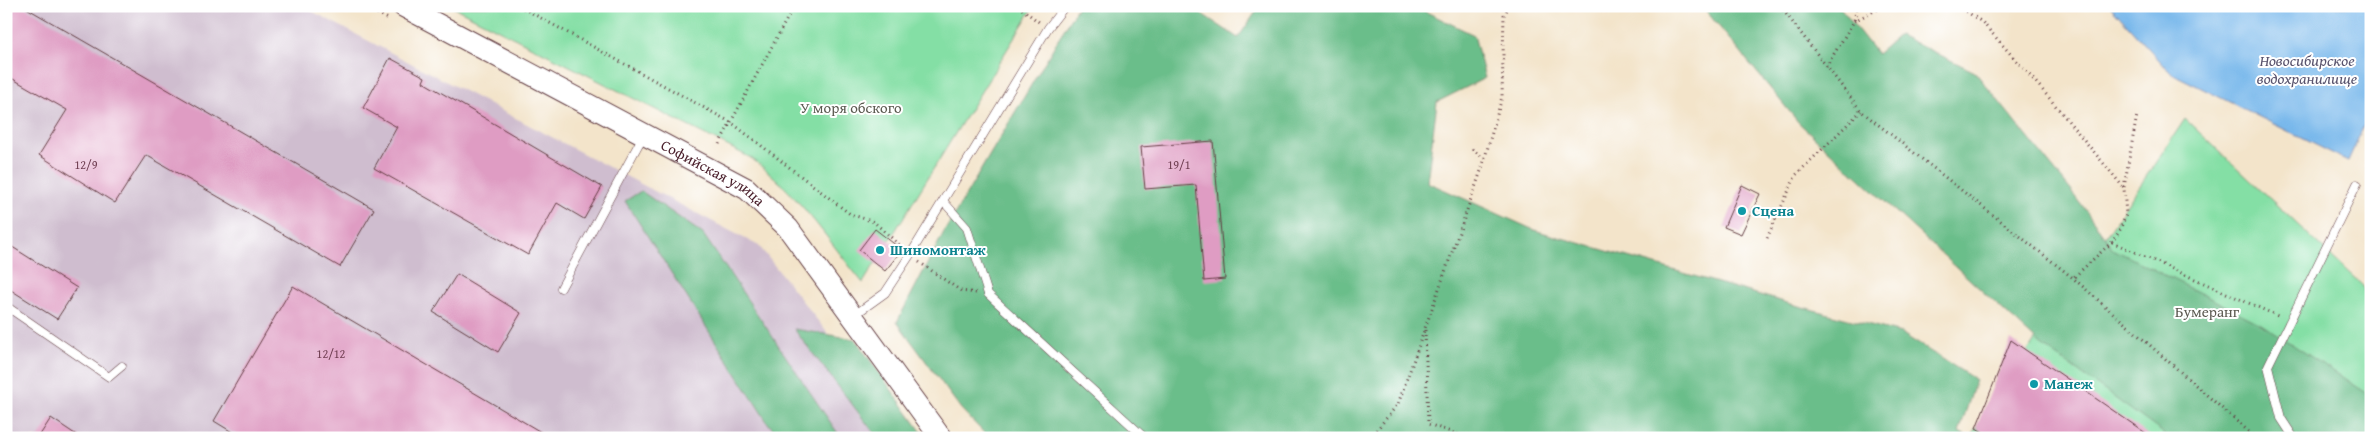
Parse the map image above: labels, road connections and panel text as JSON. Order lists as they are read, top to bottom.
{
  "streets": {
    "main road": ["Софийская улица"]
  },
  "water": ["Новосибирское водохранилище"],
  "parks": ["У моря обского", "Бумеранг"],
  "places": ["Сцена", "Шиномонтаж", "Манеж"],
  "house_numbers": ["12/9", "19/1", "12/12"]
}
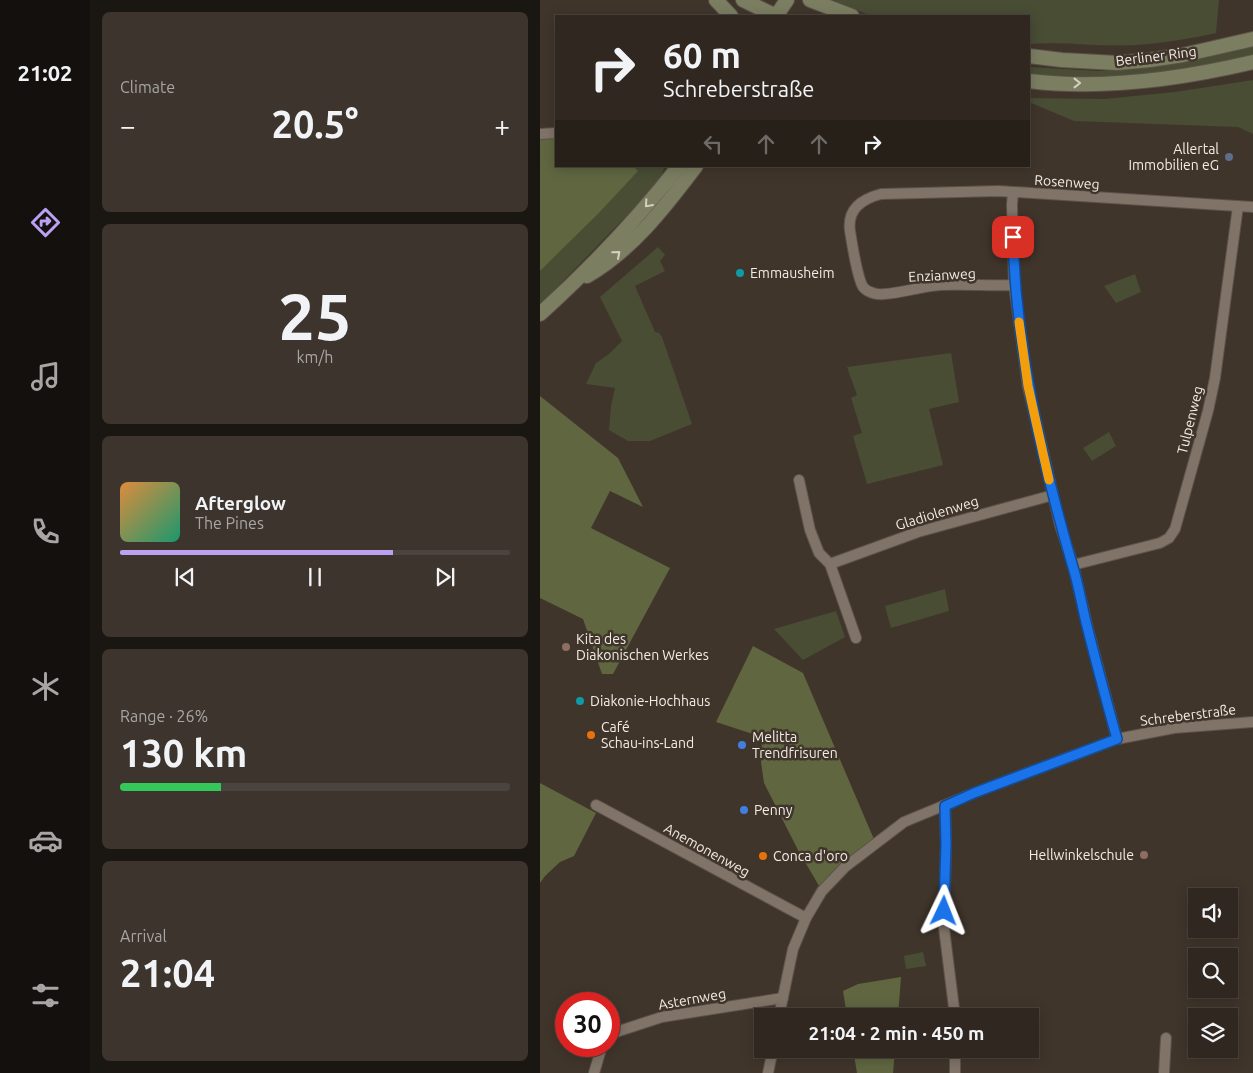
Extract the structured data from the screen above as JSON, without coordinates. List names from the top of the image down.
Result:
{
  "streets": {
    "main road": ["Berliner Ring"],
    "street": [
      "Rosenweg",
      "Enzianweg",
      "Tulpenweg",
      "Gladiolenweg",
      "Schreberstraße",
      "Anemonenweg",
      "Asternweg"
    ]
  },
  "crossings": [
    ["Rosenweg", "Enzianweg"],
    ["Rosenweg", "Tulpenweg"],
    ["Schreberstraße", "Anemonenweg"],
    ["Schreberstraße", "Asternweg"]
  ],
  "places": [
    "Allertal Immobilien eG",
    "Emmausheim",
    "Kita des Diakonischen Werkes",
    "Diakonie-Hochhaus",
    "Café Schau-ins-Land",
    "Melitta Trendfrisuren",
    "Penny",
    "Hellwinkelschule",
    "Conca d'oro"
  ],
  "page": {
    "tabs": "21:02",
    "tile": [
      "Climate",
      ["25", "km/h"],
      ["Range · 26%", "130 km"],
      ["Arrival", "21:04"]
    ],
    "turn": ["60 m", "Schreberstraße"],
    "heat": ["−", "20.5°", "+"],
    "song": ["Afterglow", "The Pines"],
    "limit": "30",
    "trip": "21:04 · 2 min · 450 m"
  }
}
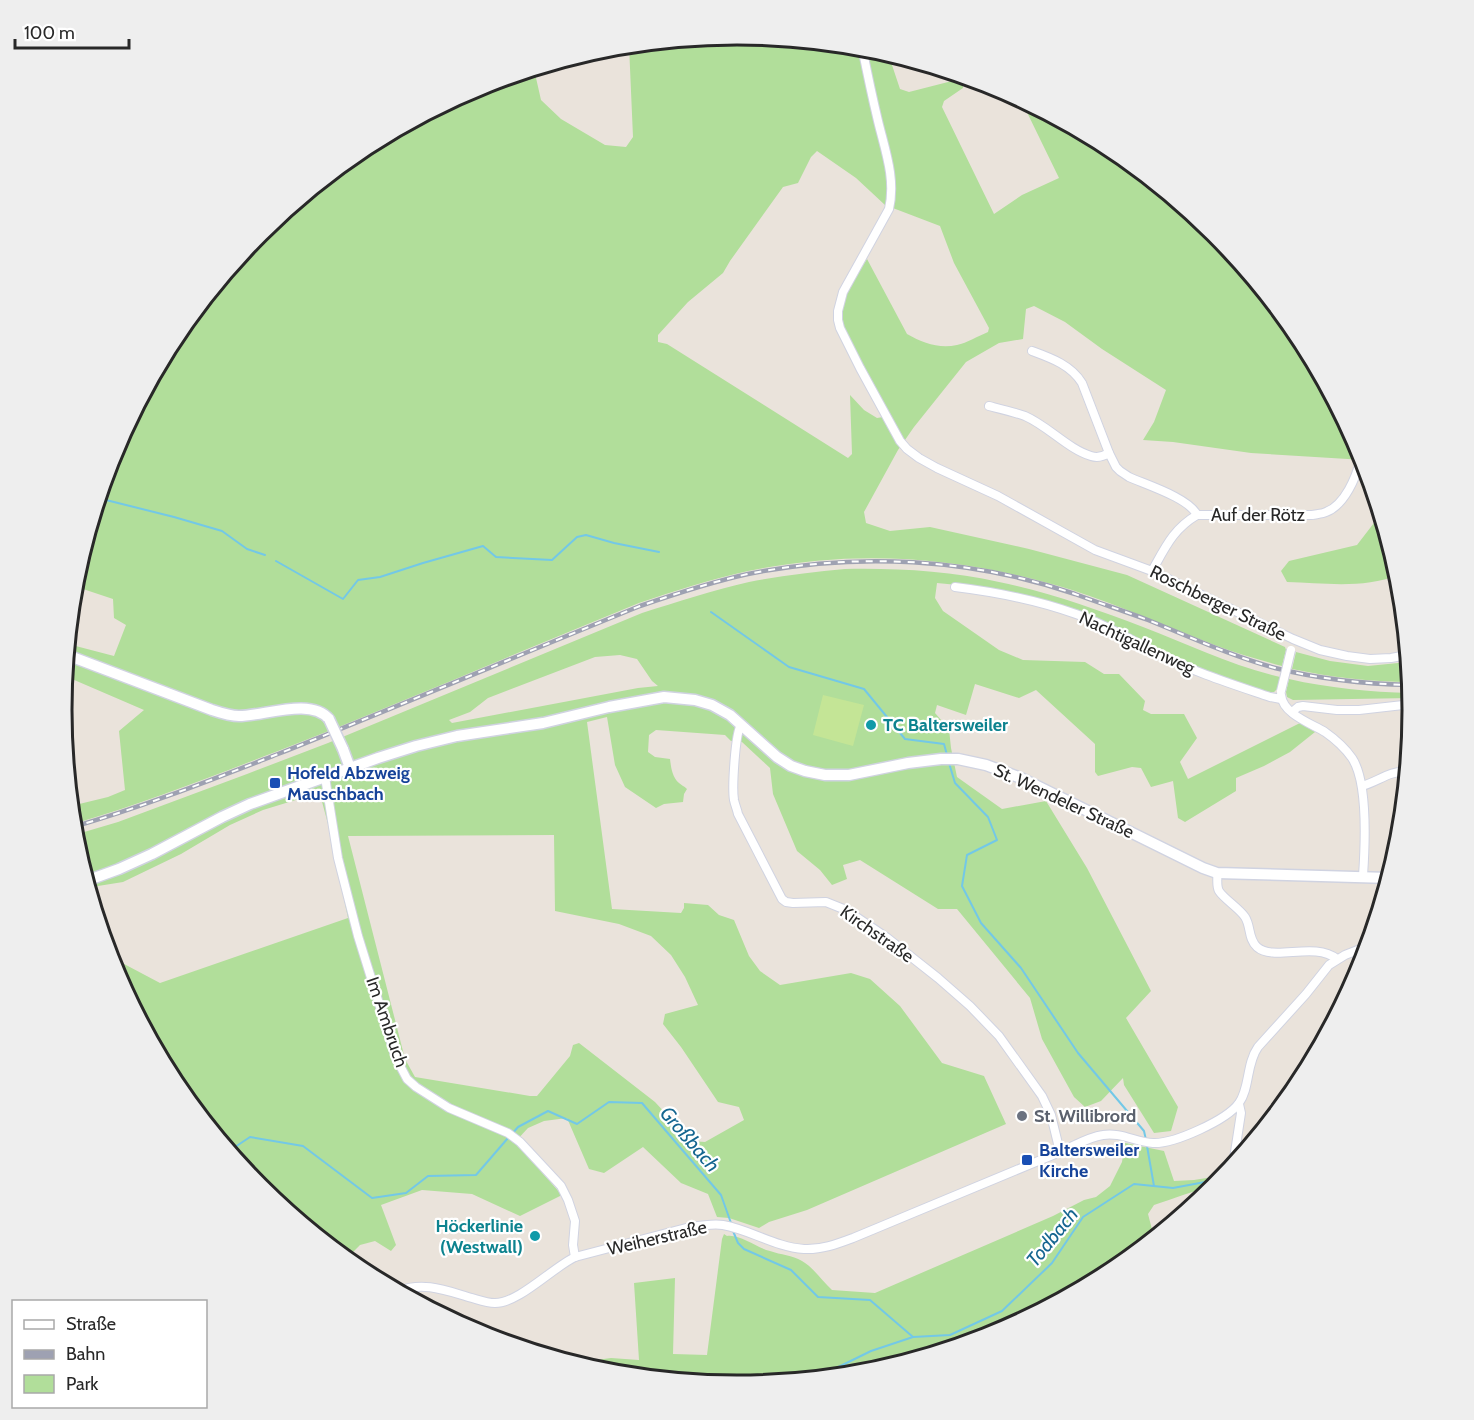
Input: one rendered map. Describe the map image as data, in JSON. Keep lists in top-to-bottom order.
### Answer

════════

Problem
Reproduce the lines from the one holding "Extract the structured" through the end of the entries above exactly, keeping both ends and dropping every picture.

Answer for the task
Extract the structured data from the screen above as JSON, without coordinates. List names from the top of the image down.
Result:
{
  "streets": {
    "main road": ["Berliner Ring"],
    "street": [
      "Rosenweg",
      "Enzianweg",
      "Tulpenweg",
      "Gladiolenweg",
      "Schreberstraße",
      "Anemonenweg",
      "Asternweg"
    ]
  },
  "crossings": [
    ["Rosenweg", "Enzianweg"],
    ["Rosenweg", "Tulpenweg"],
    ["Schreberstraße", "Anemonenweg"],
    ["Schreberstraße", "Asternweg"]
  ],
  "places": [
    "Allertal Immobilien eG",
    "Emmausheim",
    "Kita des Diakonischen Werkes",
    "Diakonie-Hochhaus",
    "Café Schau-ins-Land",
    "Melitta Trendfrisuren",
    "Penny",
    "Hellwinkelschule",
    "Conca d'oro"
  ],
  "page": {
    "tabs": "21:02",
    "tile": [
      "Climate",
      ["25", "km/h"],
      ["Range · 26%", "130 km"],
      ["Arrival", "21:04"]
    ],
    "turn": ["60 m", "Schreberstraße"],
    "heat": ["−", "20.5°", "+"],
    "song": ["Afterglow", "The Pines"],
    "limit": "30",
    "trip": "21:04 · 2 min · 450 m"
  }
}
Input: one rendered map. Describe the map image as data, in JSON. Keep lists in top-to-bottom order.
### Answer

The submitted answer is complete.